I once spoke to a coroner who said that while doctors were often unfairly stereotyped for bad handwriting, it was a real problem for many. Though he saw handwriting as a life skill, his bottom line was simply ‘can I read it?’
Legibility is king, so the coroner has a point, but you do have to follow a structure, and one active approach to handwriting intervention comes from Morrells, using something new called the ‘bounce technique’.
Morrells’ resources cover the key stages of the writing process from letter formation to cursive writing and centre on the idea that it’s important for children to create letters stroke by stroke on paper. There are six workbooks in all, three devoted to letter formation and three to joining letters, all based on ability rather than age and unique in their approach to teaching handwriting. All of the workbooks, including the teachers’ book, use Morrells’ newly developed bounce technique.

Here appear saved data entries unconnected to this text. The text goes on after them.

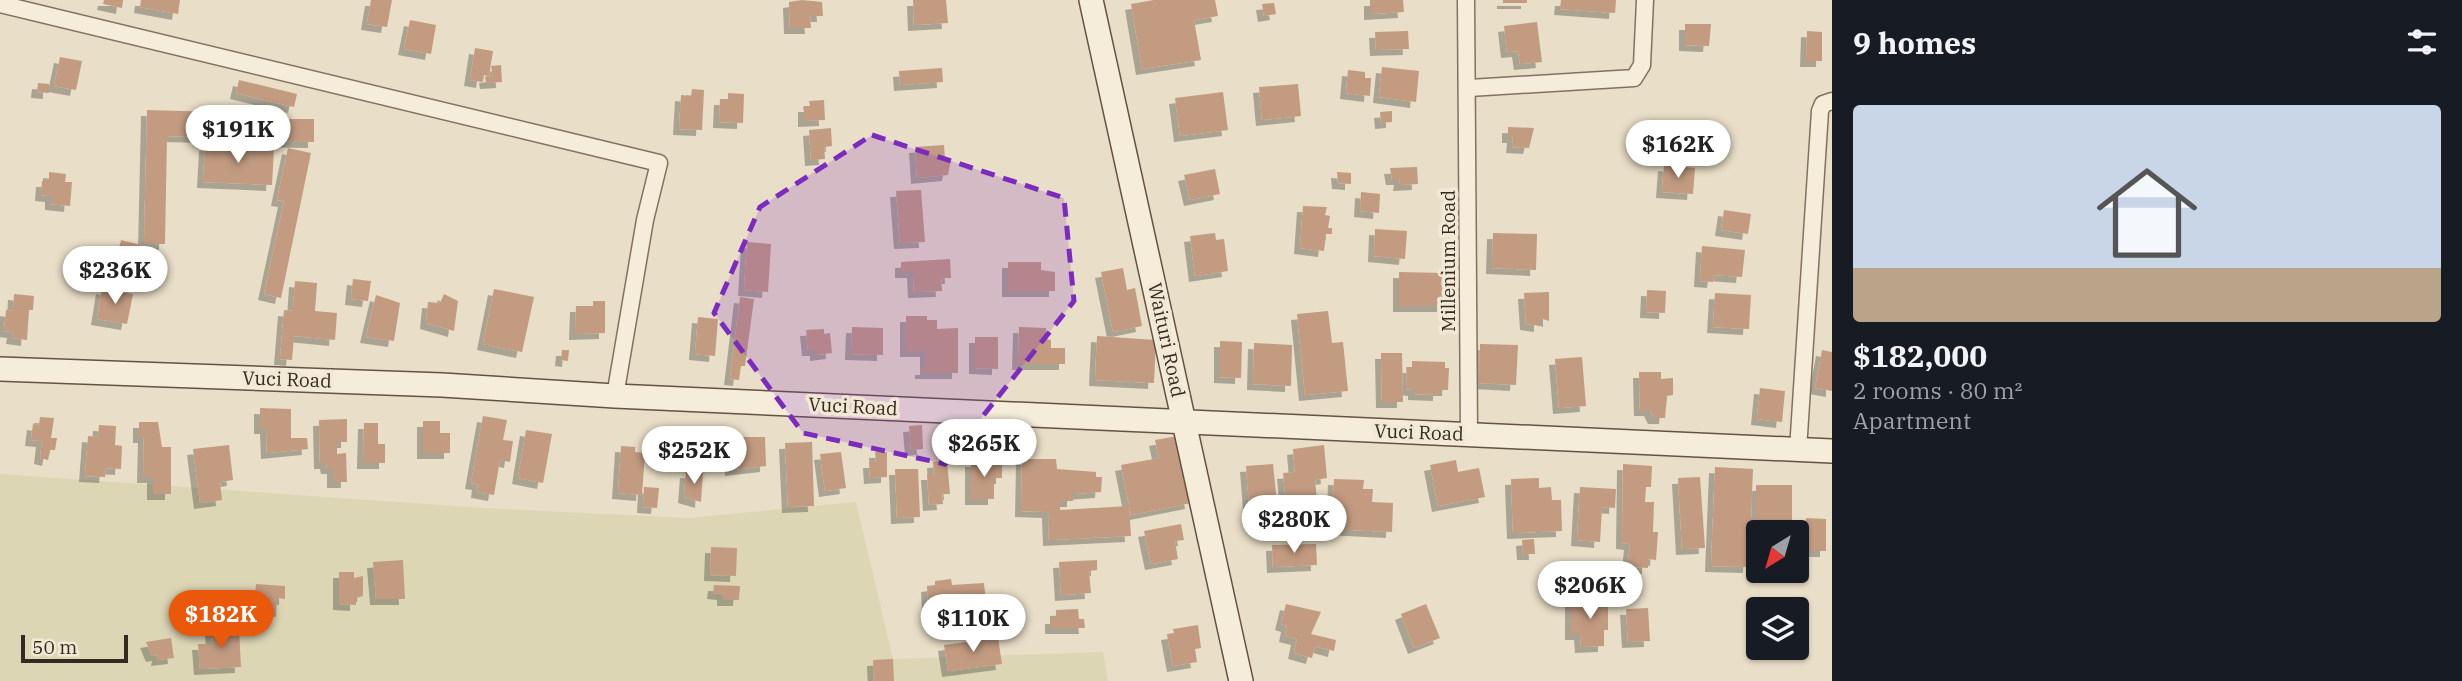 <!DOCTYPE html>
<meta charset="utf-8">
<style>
body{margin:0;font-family:"IBM Plex Serif",serif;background:#242831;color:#f1f3f6;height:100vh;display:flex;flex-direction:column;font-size:26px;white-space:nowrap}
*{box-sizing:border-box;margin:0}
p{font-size:23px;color:#9ea1a6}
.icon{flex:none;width:38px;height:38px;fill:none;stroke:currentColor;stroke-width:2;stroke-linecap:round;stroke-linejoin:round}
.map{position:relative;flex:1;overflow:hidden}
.details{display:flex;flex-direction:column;background:#171b24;width:630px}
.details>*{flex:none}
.needle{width:46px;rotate:217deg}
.controls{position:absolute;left:1746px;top:520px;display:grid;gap:14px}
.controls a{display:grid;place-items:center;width:63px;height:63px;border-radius:7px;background:#171b24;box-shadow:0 2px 5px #0004;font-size:35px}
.scale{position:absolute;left:21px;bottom:18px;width:107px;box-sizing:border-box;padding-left:7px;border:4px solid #342a20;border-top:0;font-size:19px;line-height:24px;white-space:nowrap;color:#342a20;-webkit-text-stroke:5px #f1e9d5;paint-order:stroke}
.price{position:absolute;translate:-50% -60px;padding:0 16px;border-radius:24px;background:#fff;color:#222;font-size:23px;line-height:46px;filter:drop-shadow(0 2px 4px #0008)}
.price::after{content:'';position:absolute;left:50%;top:42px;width:21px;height:16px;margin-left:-10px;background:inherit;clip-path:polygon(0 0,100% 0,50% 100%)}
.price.selected{background:#ea580c;color:#fff}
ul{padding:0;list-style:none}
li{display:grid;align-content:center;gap:14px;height:371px;padding:0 21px}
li+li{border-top:2px solid #363941}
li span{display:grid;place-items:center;height:217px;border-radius:7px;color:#555}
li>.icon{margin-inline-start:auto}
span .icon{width:126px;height:126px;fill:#fffc;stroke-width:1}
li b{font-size:30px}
h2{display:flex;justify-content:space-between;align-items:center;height:84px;padding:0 21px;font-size:30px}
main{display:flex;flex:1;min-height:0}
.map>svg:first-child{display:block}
.farmland{fill:#ddd6b5}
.building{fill:#c29b81;filter:url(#shadow)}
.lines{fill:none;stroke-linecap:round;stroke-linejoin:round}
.minor-casing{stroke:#82715e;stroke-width:19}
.secondary-casing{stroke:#645242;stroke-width:26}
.minor{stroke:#f5ecd9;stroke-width:16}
.secondary{stroke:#f5ecd9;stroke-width:23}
.marked{fill:#7b2cbf;fill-opacity:0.2;stroke:#7b2cbf;stroke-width:5;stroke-dasharray:14 9;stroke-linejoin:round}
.labels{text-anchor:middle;stroke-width:7;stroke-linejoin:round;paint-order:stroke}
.street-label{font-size:19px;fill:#342a20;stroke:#f1e9d5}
</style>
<main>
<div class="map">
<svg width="1832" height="681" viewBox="0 0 1832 681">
<defs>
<filter id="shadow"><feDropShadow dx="-6" dy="6" stdDeviation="0" flood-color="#0004"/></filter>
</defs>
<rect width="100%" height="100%" fill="#e9dec7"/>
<polygon class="farmland" points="0,474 483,508 689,518 856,502 893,659 1103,652 1108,681 0,681"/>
<g class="building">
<polygon points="104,0 123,0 122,8 103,4"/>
<polygon points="141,0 180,0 178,14 140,7"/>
<polygon points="371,0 392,0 387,27 367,24"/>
<polygon points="802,0 822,2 823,16 810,16 811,28 790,28 789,2"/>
<polygon points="913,0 946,0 948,23 914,25"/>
<polygon points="1154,0 1215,0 1218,16 1194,20 1201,60 1142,69 1131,4"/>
<polygon points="1370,0 1403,0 1404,12 1370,14"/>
<rect x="1503" y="0" width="24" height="3"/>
<polygon points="1561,0 1616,0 1615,13 1560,9"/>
<polygon points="1274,3 1276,14 1264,16 1262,4"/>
<polygon points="410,20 436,25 431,54 404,49"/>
<polygon points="1537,22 1542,62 1520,64 1518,51 1507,52 1504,26"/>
<polygon points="1685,24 1711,24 1709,46 1685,45"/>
<polygon points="1408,31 1409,49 1376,50 1375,32"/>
<polygon points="1807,31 1822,32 1822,61 1806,61"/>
<polygon points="475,48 493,51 489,76 483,75 482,82 470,80"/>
<polygon points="60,57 82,61 76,90 54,86"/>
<polygon points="501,65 502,82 486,83 485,77 493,76 491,66"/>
<polygon points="1382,67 1419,71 1416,102 1379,97"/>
<polygon points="942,68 943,82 900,85 899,71"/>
<polygon points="1348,70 1365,72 1365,78 1371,78 1370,96 1346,93"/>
<polygon points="239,80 297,94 294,107 236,93"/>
<polygon points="38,83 49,84 49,93 37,92"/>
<polygon points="1298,84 1301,116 1262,120 1259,87"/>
<polygon points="692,89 704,90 702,130 679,129 681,95 691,96"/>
<polygon points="1223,92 1228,130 1180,136 1175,98"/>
<polygon points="728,93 744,94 743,123 719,122 720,99 728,99"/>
<polygon points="824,100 825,120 804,121 804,106 810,106 809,101"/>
<polygon points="147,110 253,113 253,138 167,136 165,244 144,244"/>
<polygon points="1392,111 1392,122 1381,123 1380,112"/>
<polygon points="262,119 314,119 314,142 255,141 255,132 261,132"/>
<polygon points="1508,127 1534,128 1529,148 1512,147 1513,137 1508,137"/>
<polygon points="831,128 832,146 824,147 825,159 811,160 809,130"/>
<polygon points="205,145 274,149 272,185 203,182"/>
<polygon points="944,145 945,160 951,159 948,175 917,178 915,147"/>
<polygon points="288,148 311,153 281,298 264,294 284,201 277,200"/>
<polygon points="1664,165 1695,168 1693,194 1662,192"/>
<polygon points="1417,167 1418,184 1399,185 1400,179 1392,179 1390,168"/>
<polygon points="1215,169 1220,194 1190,200 1184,175"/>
<polygon points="49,172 66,174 65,182 72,182 70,206 51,204 51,196 41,195 42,181 49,181"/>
<polygon points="1337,172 1351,173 1351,184 1338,183"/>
<polygon points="921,190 925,242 900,243 896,191"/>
<polygon points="1361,192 1380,194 1379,213 1360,211"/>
<polygon points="1303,206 1327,207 1325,215 1330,216 1328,228 1332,228 1332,234 1326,234 1324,251 1300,248"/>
<polygon points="1724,210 1751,214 1748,234 1721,230"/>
<polygon points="1375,229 1407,231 1405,259 1374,256"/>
<polygon points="1215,233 1216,240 1224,239 1228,271 1195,276 1190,236"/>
<polygon points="1493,233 1537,234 1536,270 1492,268"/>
<polygon points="121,240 145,246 137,274 114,267"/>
<polygon points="747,242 771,244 768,292 744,290"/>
<polygon points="1702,246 1745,250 1742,277 1714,275 1713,282 1700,281"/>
<polygon points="950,259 951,278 941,278 942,291 914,292 913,272 901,272 901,262"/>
<polygon points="1008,262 1041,262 1041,270 1055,272 1055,291 1008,291"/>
<polygon points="1123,268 1127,290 1135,288 1142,326 1113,332 1101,272"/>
<polygon points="1399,272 1443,273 1443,306 1399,306"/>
<polygon points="353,279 371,281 368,301 351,299"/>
<polygon points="295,281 317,283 315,311 337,313 335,340 294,336 292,360 280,359 284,310 293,311"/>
<polygon points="102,288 133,294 127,324 97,319"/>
<polygon points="494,289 534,297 522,352 483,344"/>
<polygon points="1647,290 1666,291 1665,313 1646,312"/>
<polygon points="1549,292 1549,321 1540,318 1540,326 1526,324 1524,293"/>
<polygon points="1715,293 1751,295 1749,329 1713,327"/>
<polygon points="14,294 34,296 33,310 29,310 27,340 12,338 13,332 4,331 6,310 13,311"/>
<polygon points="444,294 458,301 454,331 426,323 428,302 440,303"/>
<polygon points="376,295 400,303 394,341 366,337"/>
<polygon points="740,297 754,299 745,366 741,366 739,380 730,379"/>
<polygon points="593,301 605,301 605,333 575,334 576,306 593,306"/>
<polygon points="1328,311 1332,343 1343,342 1348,391 1305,395 1297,314"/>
<polygon points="906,316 927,316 927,320 937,320 937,329 958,328 958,373 921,373 921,369 926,369 926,351 906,351"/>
<polygon points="698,317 718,319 715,356 695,354"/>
<polygon points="852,327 883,328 883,355 851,354"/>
<polygon points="1019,327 1046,328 1046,339 1051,340 1051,348 1065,348 1065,364 1018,364"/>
<polygon points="824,329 824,334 830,333 832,353 816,355 816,350 808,350 806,330"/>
<polygon points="1097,336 1156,340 1154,383 1095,380"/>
<polygon points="975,337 998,337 998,369 975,368"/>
<polygon points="1220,341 1242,342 1241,378 1220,377"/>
<polygon points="1254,343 1292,345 1291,386 1253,384"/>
<polygon points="1480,344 1518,345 1516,385 1479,383"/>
<polygon points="562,350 569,350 568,361 561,360"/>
<polygon points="1822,350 1832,352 1832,391 1815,388"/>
<polygon points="1381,353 1402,353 1403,402 1382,402"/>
<polygon points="1582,357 1586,406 1559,408 1555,359"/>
<polygon points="1412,361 1445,362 1445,368 1449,368 1448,390 1439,390 1439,395 1414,394 1414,390 1406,389 1407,367 1412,367"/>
<polygon points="1639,372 1661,372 1661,379 1673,378 1673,395 1667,396 1665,418 1654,418 1650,410 1640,410"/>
<polygon points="1760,388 1785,391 1782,422 1757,419"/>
<polygon points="260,408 291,409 291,438 307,438 308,449 267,453 266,428 260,428"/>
<polygon points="483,416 507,420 503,440 513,441 510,462 500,460 494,495 477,492 478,484 471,483"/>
<polygon points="40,417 54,418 51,438 57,438 55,450 50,450 48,460 40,458 42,441 31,440 33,424 39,425"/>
<polygon points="347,419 347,442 337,442 337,454 346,453 347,482 333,482 333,468 327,468 326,463 320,463 319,420"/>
<polygon points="423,421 440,421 440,433 450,433 450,453 423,453"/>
<polygon points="139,422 158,422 162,447 171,447 171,494 153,494 153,477 143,477 144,437 139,437"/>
<polygon points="364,423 378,423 378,444 385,444 385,463 363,463"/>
<polygon points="99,425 116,426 115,445 122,446 121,469 106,468 105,477 85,476 88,436 98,437"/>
<polygon points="922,425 923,449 911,450 909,426"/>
<polygon points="526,430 552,434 543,483 518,478"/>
<polygon points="1178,436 1191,503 1131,515 1121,465 1159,458 1155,440"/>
<polygon points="730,437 765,437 766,466 731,470"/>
<polygon points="812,442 814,506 788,507 785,443"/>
<polygon points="229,445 233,480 220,482 222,500 200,503 193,449"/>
<polygon points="1324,445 1327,478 1315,480 1319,523 1288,526 1283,473 1295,472 1293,449"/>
<polygon points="621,446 635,447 635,452 645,453 642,495 618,493"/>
<polygon points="841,452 846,488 825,491 820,454"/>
<polygon points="875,452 887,452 887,477 870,478 869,462 876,462"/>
<polygon points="1022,459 1056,459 1057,469 1096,472 1096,477 1102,477 1101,492 1073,494 1073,501 1060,501 1060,510 1129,506 1131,536 1049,540 1048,512 1021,511"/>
<polygon points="1456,460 1458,472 1479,468 1485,497 1438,506 1430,465"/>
<polygon points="947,461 950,494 942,494 943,504 929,505 927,474 934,474 933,462"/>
<polygon points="971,461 1002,462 1002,478 994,478 994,499 971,499"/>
<polygon points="1273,464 1278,513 1250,516 1246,466"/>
<polygon points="1623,464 1652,466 1651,487 1646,487 1645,502 1654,502 1653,532 1658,532 1656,560 1648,559 1648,568 1634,567 1634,563 1628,563 1630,544 1622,543"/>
<polygon points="1715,467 1753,469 1749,567 1711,566"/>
<polygon points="895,469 918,469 920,517 897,518"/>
<polygon points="686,472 703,473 701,502 684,497"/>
<polygon points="1700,477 1705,548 1682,549 1678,478"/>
<polygon points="1539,478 1539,488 1551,487 1552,500 1561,500 1562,531 1513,533 1511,479"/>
<polygon points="1334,479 1364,480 1363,489 1373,489 1372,502 1393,503 1392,532 1332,529"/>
<rect x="1756" y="485" width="36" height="45"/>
<polygon points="644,487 659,488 657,508 643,507"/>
<polygon points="1580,487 1616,489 1615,508 1602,507 1600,542 1577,540"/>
<polygon points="1806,518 1826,519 1826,551 1805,551"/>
<polygon points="1181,524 1184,540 1175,541 1178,559 1151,564 1144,531"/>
<polygon points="1534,539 1535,554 1523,554 1522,540"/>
<polygon points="1316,544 1317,565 1273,567 1272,545"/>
<polygon points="711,547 737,548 736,576 710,575"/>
<polygon points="403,560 405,599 376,599 373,562"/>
<polygon points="1097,560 1097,570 1089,571 1091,593 1061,595 1059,562"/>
<polygon points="339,572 354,572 354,578 363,576 363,596 356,598 356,605 339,604"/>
<polygon points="951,579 952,585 984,583 986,602 978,603 979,613 962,614 963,623 945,624 943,604 928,605 927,586 935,585 935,581"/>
<polygon points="256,584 285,586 285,599 277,598 276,617 253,615"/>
<polygon points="1619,584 1634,584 1634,597 1620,597"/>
<polygon points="714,585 740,586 739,600 723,600 723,594 713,593"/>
<polygon points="1571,600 1608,600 1608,630 1604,630 1604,646 1581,647 1580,634 1571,634"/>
<polygon points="1286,604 1321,612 1311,634 1336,640 1334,651 1315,646 1312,658 1294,653 1297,639 1285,636 1287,626 1281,624"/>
<polygon points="1426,604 1440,638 1414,648 1401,614"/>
<polygon points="1648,608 1650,641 1628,642 1626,609"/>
<polygon points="1078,609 1079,619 1084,619 1085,628 1051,628 1051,618 1056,618 1056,610"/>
<polygon points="1198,625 1201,648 1195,649 1197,662 1173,666 1167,634 1174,633 1173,629"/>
<polygon points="239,629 241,667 200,669 198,644 212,644 211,630"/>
<polygon points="171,638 174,658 157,660 158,655 152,656 146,642"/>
<polygon points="998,638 1002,664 948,671 944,645"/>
<polygon points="893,659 894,681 874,681 873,660"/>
</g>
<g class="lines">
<defs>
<g id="minor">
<polyline points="1466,0 1469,434"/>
<polyline points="0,4 659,163 645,220 615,396"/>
<polyline points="1469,88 1634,78 1642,65 1645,0"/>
<polyline points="1798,450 1820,111 1823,104 1832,101"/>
</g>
<g id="secondary">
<polyline points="1091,0 1241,681"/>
<polyline points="0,369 442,385 615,396 1832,451"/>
</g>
</defs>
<use href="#minor" class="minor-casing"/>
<use href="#secondary" class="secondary-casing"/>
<use href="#minor" class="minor"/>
<use href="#secondary" class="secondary"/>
</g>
<path class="marked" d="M872,135l192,63 10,103 -129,163 -142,-31 -89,-120 46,-106z"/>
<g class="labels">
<g class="street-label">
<text transform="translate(1448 261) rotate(-90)" y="7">Millenium Road</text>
<text transform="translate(1167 340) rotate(78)" y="7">Waituri Road</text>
<text transform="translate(287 379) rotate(2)" y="7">Vuci Road</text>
<text transform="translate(853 406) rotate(3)" y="7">Vuci Road</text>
<text transform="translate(1419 432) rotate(2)" y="7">Vuci Road</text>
</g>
</g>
</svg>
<div class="controls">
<a><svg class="needle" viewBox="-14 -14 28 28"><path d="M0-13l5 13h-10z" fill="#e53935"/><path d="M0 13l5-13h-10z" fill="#9ea1a6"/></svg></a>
<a><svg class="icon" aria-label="layers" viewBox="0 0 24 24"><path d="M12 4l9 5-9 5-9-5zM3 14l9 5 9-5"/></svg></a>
</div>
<div class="scale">50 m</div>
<b class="price" style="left:238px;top:165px">$191K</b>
<b class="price" style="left:1678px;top:180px">$162K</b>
<b class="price" style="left:115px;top:306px">$236K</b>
<b class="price" style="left:984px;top:479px">$265K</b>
<b class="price" style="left:694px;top:486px">$252K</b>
<b class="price" style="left:1294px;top:555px">$280K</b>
<b class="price" style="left:1590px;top:621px">$206K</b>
<b class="price selected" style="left:221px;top:650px">$182K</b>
<b class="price" style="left:973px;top:654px">$110K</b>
</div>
<section class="details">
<h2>9 homes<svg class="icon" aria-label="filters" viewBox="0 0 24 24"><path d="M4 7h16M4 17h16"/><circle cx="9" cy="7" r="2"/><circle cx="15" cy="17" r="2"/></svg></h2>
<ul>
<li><span style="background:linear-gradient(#c9d6e8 75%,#b9a48a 0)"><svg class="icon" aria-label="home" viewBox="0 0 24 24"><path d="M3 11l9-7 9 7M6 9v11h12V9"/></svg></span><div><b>$182,000</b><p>2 rooms · 80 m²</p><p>Apartment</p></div></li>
</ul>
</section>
</main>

Letter Formation Workbook 1 teaches the letters in the correct handwriting families and ensures that old handwriting habits are corrected, progressing through six levels step by step. Workbooks 2 and 3 offer further letter formation and handwriting practice to help writers print confidently and at speed. They also teach the correct letter spacing and embed the placing of letters on the line before moving on to joined-up handwriting. Workbook 3 is my favourite because it practises, amongst other things, high-frequency words, parts of speech, contractions and conjunctions.
The first Joining Letters workbook uses the bounce technique to show the correct horizontal and diagonal joins used to master joined-up handwriting. Books 2 and 3 embed the joining technique and help writers to gain fluency and speed, focusing on muscle strength and storing handwriting style in the writer’s muscle memory. Again, I particularly like Workbook 3 as this gets writers to practise their handwriting using synonyms, homophones, direct speech, reported speech, punctuation, story openings, story endings and paragraphs.
Other than the front covers, the books are consciously free from graphics, so as to avoid distracting from the task at hand. While primary resources are usually the materials to adorn with fun-loving characters and designs, sometimes less is more. The books are still attractive, and I don’t think they are any poorer for it.
Don’t expect to have to implement a scheme with the Morrells resources because there isn’t one. There are no weighty teaching manuals to plough through either. What you do get is a Teachers’ Photocopy Book, which is all you need to explain the thinking and rationale behind the resources. You will also find notes to support the teaching of handwriting for left and right-handed writers, extension pages for letter formation and letter joining, and extra handwriting practice for homework. The book offers invaluable help for assessing handwriting and selecting the correct workbook, identifying problems and how to correct them, help with grip and posture, and support for writing a whole-school handwriting policy. What I’d love to see is some sort of Morrells YouTube videos showing best practice in action, to give students a visual guide.
Do these resources offer the digital generation something different? Well, they provide a pile of opportunities for targeting spellings, grammar, vocabulary and sentence construction using a fresh, modern and structured approach to handwriting. They could be your must-have for rectifying illegible handwriting and they’d be worth recommending to parents and home tutors too. If all that’s not enough, another draw of the Morrells materials is their value for money. At £4.95 per book they are as cheap as the proverbial fried potato, and that can’t be bad, can it?